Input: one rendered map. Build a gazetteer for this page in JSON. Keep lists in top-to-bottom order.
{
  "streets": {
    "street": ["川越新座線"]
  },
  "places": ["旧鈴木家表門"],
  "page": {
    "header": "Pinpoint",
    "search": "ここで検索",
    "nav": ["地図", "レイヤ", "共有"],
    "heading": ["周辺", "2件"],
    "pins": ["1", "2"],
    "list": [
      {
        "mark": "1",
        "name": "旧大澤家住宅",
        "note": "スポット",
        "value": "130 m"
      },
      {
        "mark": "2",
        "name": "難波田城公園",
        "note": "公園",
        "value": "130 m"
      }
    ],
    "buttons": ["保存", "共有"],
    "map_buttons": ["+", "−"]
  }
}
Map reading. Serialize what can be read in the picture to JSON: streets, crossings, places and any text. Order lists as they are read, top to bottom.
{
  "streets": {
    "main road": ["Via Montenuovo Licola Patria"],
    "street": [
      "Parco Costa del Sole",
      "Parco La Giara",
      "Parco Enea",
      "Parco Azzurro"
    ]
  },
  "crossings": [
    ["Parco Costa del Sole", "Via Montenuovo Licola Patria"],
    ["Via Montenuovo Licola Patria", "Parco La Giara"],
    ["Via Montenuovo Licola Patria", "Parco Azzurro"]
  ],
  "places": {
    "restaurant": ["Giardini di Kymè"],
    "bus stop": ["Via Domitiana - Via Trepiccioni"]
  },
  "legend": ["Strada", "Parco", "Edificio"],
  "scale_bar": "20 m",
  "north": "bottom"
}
^^^^
▶ **YOUR OBJECTIVE**: From the first line down to the last, give the records again exactly.

▶ **ANSWER AREA**:
Input: one rendered map. Build a gazetteer for this page in JSON. Keep lists in top-to-bottom order.
{
  "streets": {
    "street": ["川越新座線"]
  },
  "places": ["旧鈴木家表門"],
  "page": {
    "header": "Pinpoint",
    "search": "ここで検索",
    "nav": ["地図", "レイヤ", "共有"],
    "heading": ["周辺", "2件"],
    "pins": ["1", "2"],
    "list": [
      {
        "mark": "1",
        "name": "旧大澤家住宅",
        "note": "スポット",
        "value": "130 m"
      },
      {
        "mark": "2",
        "name": "難波田城公園",
        "note": "公園",
        "value": "130 m"
      }
    ],
    "buttons": ["保存", "共有"],
    "map_buttons": ["+", "−"]
  }
}
Map reading. Serialize what can be read in the picture to JSON: streets, crossings, places and any text. Order lists as they are read, top to bottom.
{
  "streets": {
    "main road": ["Via Montenuovo Licola Patria"],
    "street": [
      "Parco Costa del Sole",
      "Parco La Giara",
      "Parco Enea",
      "Parco Azzurro"
    ]
  },
  "crossings": [
    ["Parco Costa del Sole", "Via Montenuovo Licola Patria"],
    ["Via Montenuovo Licola Patria", "Parco La Giara"],
    ["Via Montenuovo Licola Patria", "Parco Azzurro"]
  ],
  "places": {
    "restaurant": ["Giardini di Kymè"],
    "bus stop": ["Via Domitiana - Via Trepiccioni"]
  },
  "legend": ["Strada", "Parco", "Edificio"],
  "scale_bar": "20 m",
  "north": "bottom"
}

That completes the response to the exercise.